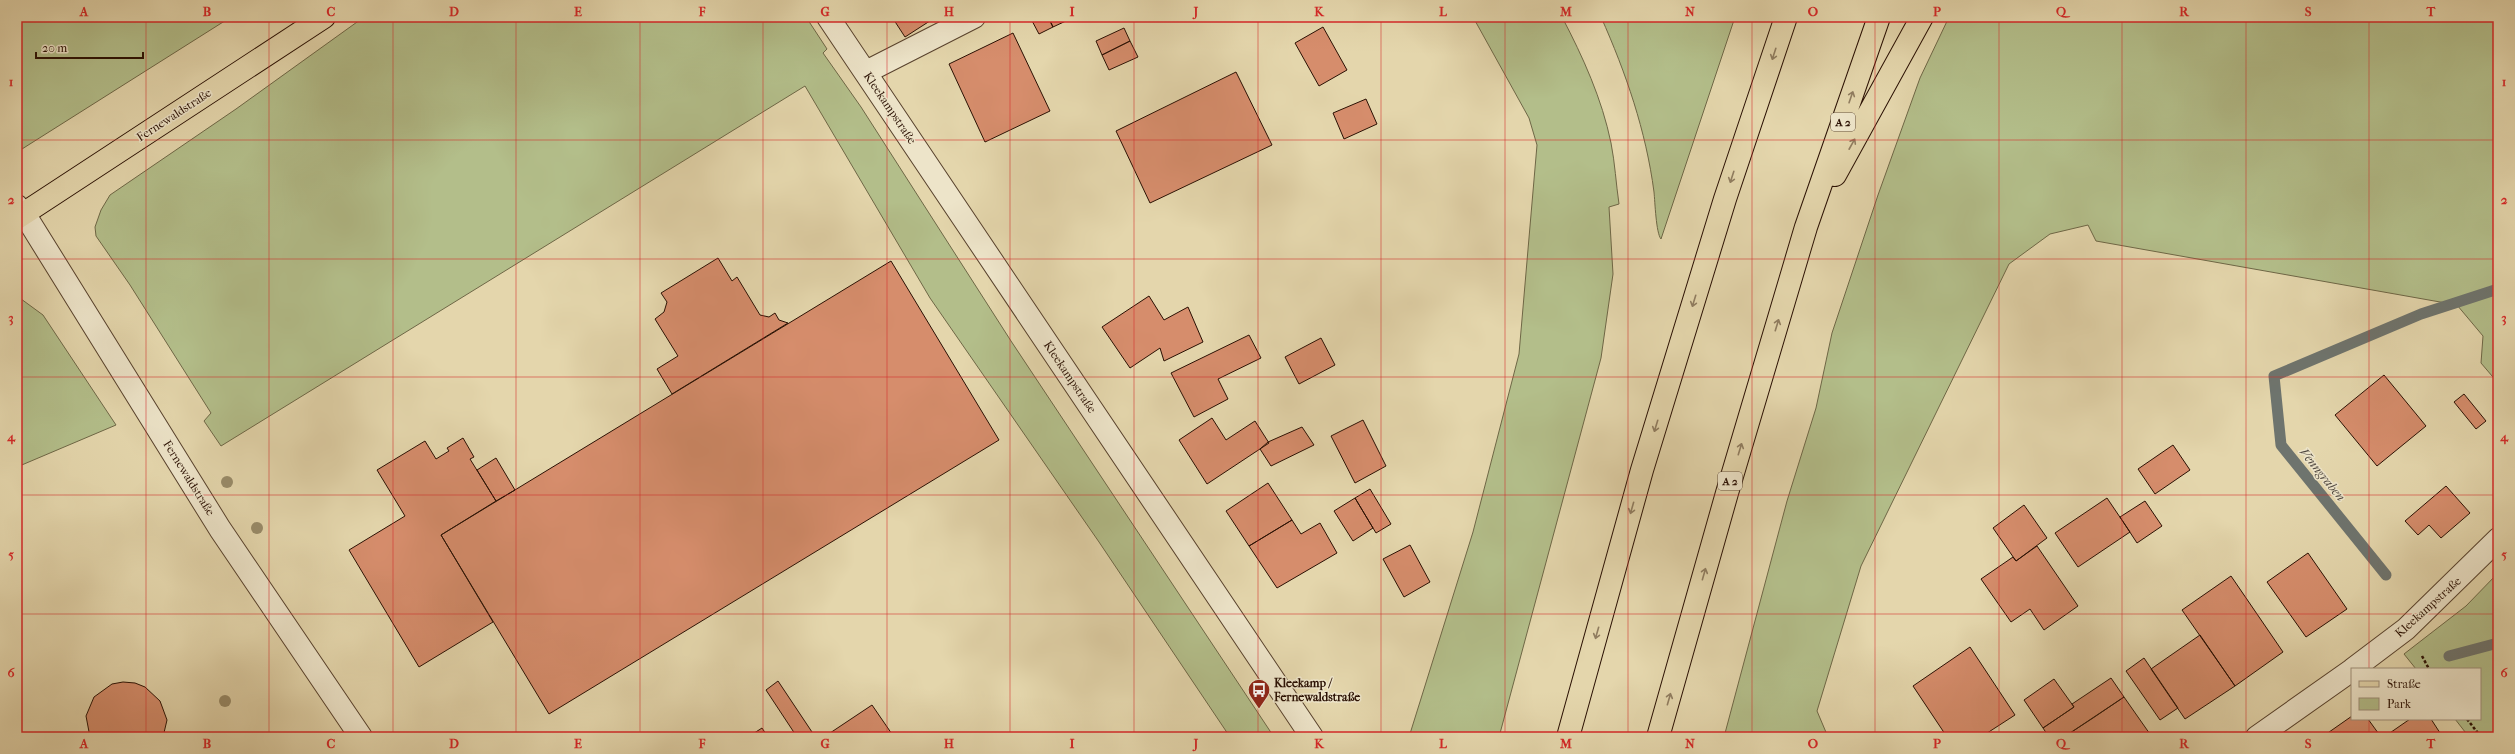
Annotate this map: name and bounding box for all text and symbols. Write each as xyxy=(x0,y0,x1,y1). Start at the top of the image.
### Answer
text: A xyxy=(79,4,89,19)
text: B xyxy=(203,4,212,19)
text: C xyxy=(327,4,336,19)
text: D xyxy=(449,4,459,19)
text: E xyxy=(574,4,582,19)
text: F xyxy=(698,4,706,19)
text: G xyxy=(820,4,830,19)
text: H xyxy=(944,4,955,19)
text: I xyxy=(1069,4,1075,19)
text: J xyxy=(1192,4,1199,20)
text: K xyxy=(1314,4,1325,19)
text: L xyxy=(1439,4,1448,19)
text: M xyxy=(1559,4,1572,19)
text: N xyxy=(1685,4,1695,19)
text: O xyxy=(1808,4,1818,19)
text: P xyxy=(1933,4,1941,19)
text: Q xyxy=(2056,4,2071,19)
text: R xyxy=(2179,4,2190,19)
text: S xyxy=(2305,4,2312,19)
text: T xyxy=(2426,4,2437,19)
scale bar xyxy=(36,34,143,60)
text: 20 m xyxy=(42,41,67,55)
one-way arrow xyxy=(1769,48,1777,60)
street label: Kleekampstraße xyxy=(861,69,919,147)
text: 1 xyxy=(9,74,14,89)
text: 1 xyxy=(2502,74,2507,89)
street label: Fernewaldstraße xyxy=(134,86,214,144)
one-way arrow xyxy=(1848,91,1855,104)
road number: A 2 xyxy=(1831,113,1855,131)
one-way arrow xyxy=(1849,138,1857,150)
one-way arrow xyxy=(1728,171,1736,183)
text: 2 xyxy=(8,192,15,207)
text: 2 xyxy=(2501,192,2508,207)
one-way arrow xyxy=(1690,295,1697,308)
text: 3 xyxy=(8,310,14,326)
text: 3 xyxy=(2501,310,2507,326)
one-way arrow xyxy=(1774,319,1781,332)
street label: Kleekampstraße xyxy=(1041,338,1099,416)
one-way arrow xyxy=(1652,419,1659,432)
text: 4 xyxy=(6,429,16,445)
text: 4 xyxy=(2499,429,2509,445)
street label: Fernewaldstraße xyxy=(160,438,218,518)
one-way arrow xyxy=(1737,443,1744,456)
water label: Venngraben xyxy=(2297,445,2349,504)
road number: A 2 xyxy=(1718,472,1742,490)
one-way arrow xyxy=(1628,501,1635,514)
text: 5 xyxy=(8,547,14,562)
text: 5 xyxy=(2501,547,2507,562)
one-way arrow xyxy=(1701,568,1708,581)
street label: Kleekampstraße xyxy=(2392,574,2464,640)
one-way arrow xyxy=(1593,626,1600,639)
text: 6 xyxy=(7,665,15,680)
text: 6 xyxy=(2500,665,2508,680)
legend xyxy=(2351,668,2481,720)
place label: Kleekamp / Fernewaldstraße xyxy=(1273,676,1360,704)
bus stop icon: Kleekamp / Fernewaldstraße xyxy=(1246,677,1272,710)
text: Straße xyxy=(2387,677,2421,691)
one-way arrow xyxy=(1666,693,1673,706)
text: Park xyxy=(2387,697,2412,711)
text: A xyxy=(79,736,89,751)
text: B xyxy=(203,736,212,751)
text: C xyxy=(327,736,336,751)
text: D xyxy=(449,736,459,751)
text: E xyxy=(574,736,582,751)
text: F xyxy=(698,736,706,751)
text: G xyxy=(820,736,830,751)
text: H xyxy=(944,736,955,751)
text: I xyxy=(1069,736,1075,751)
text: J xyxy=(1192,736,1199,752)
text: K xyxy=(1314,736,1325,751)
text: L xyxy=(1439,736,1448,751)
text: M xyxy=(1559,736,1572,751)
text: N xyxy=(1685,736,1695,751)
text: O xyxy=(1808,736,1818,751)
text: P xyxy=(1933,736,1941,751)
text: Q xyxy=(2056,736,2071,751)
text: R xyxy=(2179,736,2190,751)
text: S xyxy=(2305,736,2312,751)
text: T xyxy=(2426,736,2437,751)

::::

Task requirements >>
How many lines of the data include the word "arrow"? Reply with the number and nothing else.

Completed exercise >>
12